Having spoken to quite a number of friends and read numerous articles on this matter, the only thing I can conclude is that things seems far worst that what it is we may be reading. While it is quite difficult to determine how the situation may develop from here, I thought I share some historical facts and figures to get a sense of how things may unfold here on out. Some things that are certain would be the negative impact on economic growth and asset prices in the short run but recovers shortly after the virus is under control.
Historical Facts & Figures
The figures shown for the Wuhan Virus (2019-nCoV Coronavirus) is not updated to the latest numbers. The current confirmed cases is approximately 4,474 and the deaths reported is 107 translating to a 2.4% fatality rate. Of course, I do understand that this is assuming the data reported is accurate.
Furthermore, using SARS as a reference, one will realise how the different industries started recovering after the outbreak is of diminishing concern. This is the same for the tracking of the index performance as well. As to why the Shanghai Composite Index was increasing during the ‘Risk Rising’ phase, I cannot say for certain. However, one thing for certain is that within a span of 2 months (Stabilisation + Risk Declining phase) the recovery of the indexes was close to or far greater than the decline in performance during the 6 months (Risk Rising phase).
Having been investing since 2012, I have seen numerous ups and downs in the market. While I will not profess that it is a very long experience; however, one thing I can say for certain would be how things eventually will pass.

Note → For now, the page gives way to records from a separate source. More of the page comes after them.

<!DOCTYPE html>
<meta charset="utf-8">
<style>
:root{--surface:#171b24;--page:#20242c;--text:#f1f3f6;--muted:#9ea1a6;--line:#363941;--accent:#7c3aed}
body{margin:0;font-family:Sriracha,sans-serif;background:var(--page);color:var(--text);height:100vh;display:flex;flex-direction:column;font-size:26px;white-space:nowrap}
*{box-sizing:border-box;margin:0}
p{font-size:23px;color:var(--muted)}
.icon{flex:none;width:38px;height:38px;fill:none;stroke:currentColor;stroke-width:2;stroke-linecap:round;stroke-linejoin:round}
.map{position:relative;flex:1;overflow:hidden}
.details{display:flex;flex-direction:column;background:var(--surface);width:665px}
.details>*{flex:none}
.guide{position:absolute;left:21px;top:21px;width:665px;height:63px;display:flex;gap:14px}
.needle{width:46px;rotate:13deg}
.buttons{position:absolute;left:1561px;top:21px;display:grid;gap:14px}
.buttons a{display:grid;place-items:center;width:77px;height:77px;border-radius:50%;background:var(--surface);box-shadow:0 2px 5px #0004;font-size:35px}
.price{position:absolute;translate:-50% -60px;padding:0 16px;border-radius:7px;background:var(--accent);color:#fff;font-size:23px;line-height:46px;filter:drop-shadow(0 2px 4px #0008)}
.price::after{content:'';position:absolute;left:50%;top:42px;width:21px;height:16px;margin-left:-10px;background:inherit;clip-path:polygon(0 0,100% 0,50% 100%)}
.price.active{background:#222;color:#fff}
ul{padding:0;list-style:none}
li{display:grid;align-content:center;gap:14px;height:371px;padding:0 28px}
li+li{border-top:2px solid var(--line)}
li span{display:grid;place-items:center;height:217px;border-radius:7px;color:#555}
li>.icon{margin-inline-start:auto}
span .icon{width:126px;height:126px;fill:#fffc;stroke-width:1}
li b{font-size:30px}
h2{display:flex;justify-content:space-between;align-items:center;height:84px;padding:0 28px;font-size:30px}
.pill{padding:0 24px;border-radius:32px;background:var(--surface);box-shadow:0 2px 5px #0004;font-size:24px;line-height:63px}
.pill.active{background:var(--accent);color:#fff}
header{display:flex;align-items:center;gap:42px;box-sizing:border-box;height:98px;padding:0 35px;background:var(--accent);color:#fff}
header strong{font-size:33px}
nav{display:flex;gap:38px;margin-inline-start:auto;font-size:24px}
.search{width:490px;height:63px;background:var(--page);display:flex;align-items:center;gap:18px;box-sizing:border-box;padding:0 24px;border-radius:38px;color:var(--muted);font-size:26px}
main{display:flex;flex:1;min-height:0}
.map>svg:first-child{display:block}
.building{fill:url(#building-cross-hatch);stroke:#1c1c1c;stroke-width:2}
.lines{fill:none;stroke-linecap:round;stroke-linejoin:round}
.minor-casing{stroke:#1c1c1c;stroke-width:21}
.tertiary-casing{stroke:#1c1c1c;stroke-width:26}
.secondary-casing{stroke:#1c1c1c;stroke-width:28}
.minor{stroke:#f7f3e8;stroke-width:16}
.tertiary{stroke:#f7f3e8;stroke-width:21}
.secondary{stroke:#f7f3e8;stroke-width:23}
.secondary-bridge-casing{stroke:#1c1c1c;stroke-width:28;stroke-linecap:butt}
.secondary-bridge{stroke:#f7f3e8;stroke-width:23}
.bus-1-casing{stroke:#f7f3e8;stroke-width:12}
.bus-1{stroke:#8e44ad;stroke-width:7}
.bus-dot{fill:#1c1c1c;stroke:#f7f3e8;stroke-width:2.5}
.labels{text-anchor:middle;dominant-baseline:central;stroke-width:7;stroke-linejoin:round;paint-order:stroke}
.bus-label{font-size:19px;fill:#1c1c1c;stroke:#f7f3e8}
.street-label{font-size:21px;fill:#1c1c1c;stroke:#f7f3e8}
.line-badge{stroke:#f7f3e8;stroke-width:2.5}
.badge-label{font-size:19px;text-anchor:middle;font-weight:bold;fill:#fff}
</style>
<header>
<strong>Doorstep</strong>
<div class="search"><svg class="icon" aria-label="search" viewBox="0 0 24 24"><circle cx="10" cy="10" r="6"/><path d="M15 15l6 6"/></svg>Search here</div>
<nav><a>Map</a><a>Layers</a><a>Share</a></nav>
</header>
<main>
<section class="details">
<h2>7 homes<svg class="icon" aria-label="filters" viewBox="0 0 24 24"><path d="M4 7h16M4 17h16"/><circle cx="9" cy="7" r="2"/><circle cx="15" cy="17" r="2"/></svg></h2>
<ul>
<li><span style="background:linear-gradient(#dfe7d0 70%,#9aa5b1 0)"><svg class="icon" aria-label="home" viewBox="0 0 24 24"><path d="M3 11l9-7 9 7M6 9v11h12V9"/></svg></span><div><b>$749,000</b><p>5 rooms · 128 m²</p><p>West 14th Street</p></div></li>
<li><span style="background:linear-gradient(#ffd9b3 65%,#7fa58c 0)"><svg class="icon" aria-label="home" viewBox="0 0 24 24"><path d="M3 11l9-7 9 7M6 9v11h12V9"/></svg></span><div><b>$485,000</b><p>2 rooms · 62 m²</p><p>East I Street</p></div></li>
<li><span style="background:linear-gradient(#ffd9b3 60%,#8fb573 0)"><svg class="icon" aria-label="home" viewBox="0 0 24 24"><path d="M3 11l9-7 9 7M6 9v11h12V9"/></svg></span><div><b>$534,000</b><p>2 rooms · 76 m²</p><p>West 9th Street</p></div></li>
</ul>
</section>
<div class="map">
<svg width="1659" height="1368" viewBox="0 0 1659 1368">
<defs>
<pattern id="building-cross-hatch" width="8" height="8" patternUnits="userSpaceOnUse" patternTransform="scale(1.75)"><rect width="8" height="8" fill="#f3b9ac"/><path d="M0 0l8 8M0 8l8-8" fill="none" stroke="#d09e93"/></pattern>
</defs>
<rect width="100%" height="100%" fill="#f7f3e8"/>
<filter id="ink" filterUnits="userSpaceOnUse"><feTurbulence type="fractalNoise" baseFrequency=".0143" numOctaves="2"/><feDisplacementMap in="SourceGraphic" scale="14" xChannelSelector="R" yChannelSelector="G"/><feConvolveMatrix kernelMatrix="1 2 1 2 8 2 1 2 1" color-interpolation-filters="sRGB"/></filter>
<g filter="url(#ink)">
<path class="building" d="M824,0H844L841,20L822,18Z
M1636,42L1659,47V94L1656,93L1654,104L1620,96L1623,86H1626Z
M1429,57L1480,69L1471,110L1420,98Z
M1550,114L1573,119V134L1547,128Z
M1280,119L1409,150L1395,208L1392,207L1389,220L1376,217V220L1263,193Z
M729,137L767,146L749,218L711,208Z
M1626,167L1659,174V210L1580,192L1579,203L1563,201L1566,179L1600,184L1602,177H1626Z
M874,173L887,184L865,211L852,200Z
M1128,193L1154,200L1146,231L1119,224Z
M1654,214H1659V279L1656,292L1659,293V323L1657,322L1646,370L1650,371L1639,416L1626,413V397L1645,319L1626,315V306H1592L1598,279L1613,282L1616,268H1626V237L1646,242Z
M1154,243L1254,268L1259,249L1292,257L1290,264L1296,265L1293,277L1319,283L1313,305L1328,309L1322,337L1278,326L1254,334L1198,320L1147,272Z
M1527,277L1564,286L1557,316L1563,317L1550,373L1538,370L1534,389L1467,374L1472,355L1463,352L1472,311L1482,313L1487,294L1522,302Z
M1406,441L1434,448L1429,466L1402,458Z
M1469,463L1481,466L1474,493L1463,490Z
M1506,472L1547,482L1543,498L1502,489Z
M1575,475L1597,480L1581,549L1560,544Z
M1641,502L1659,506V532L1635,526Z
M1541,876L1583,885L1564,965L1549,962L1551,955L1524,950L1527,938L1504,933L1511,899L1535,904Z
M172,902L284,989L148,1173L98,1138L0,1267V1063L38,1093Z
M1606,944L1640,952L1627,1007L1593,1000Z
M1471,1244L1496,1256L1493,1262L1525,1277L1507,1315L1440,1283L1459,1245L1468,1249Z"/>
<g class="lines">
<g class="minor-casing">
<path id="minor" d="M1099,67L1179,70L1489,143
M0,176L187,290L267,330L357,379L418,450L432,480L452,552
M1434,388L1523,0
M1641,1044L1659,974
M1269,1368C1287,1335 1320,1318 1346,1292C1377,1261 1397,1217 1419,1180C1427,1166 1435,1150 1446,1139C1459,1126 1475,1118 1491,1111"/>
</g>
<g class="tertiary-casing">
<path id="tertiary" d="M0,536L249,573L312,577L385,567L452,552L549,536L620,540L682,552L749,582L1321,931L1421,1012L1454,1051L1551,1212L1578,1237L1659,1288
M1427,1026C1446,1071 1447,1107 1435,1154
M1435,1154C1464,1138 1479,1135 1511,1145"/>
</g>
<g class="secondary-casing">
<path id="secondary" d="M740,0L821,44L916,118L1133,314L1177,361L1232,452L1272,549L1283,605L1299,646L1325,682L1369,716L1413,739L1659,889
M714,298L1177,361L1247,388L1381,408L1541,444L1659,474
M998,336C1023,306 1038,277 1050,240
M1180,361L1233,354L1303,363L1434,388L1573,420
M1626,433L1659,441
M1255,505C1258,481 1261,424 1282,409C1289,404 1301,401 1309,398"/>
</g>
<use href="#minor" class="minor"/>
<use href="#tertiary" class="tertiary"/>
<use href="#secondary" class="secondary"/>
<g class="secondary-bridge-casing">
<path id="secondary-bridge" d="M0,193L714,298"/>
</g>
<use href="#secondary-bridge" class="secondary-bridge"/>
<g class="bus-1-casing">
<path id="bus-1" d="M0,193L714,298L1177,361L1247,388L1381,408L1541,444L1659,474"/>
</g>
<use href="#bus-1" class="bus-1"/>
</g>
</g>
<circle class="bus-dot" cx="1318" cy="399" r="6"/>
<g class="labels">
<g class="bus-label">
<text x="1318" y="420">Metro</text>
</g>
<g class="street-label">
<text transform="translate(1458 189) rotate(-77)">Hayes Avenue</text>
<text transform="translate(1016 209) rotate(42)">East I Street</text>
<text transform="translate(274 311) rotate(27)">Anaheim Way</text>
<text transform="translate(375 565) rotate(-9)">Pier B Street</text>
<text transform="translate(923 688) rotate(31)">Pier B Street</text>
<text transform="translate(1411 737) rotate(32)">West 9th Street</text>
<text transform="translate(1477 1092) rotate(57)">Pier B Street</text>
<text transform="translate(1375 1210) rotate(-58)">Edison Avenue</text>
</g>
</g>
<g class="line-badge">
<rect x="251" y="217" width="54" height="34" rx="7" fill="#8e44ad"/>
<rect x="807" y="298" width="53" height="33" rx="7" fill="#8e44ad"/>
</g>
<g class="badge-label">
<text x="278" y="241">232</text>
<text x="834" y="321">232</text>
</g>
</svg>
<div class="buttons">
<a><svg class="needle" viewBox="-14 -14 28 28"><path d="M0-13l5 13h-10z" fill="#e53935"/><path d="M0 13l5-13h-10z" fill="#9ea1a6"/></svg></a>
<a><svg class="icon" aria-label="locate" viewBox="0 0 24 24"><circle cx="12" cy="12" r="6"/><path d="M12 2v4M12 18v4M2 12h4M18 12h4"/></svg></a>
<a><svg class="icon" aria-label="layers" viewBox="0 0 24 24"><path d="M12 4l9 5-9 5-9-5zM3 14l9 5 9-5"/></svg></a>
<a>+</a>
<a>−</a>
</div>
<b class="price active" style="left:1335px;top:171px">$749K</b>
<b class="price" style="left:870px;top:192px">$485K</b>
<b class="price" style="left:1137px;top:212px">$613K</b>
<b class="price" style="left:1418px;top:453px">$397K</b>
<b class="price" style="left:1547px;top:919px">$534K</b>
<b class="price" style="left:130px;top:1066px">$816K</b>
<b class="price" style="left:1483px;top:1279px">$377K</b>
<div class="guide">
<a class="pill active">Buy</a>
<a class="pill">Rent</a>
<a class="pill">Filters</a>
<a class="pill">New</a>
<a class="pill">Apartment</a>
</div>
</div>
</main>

- 2011: The first ever downgrade in the history of the United States of America of its credit rating from AAA to AA+ by Standard & Poors
- 2013: Meltdown of Singapore listed Asiasons Capital, Blumont Group and LionGold Corp which lost S$8 Billion in just three days of trading
- 2015: The inflation of the Chinese stock market bubble, and its subsequent crash. More than 30% of the value of the A-Shares listed on the Shanghai Stock Exchange was lost in less than one month
- 2015: The stock market rout during the month of January 2016. The Hang Seng Index fell over 35% to 18,319 in February 2016 from the high of 28,442 set in April 2015
- 2016: The Shanghai Stock Exchange also fell close to 25%, from 3,539.18 to 2,655.66
- 2018: Escalation of US-China Trade Tensions
- 2019: Hong Kong Protest
I remember sharing during the ShareInvestor 2020 Outlook event during December 2019 and writing a review on it here, on how the Hong Kong Situation would eventually subside and knowing how to position ourselves is critical. If we were to fast forward to today, while there may still be some small pockets of protest still happening in Hong Kong, the intensities have fallen and we enjoyed a brief period of calm before it got disturbed by this Wuhan Virus.
Perhaps taking some time to review our portfolios and rotating out of some lower quality names to take advantage of any high quality names that may have declined due to this virus outbreak would be my opinion. In the meantime, do keep yourselves healthy and have a Happy Lunar New Year!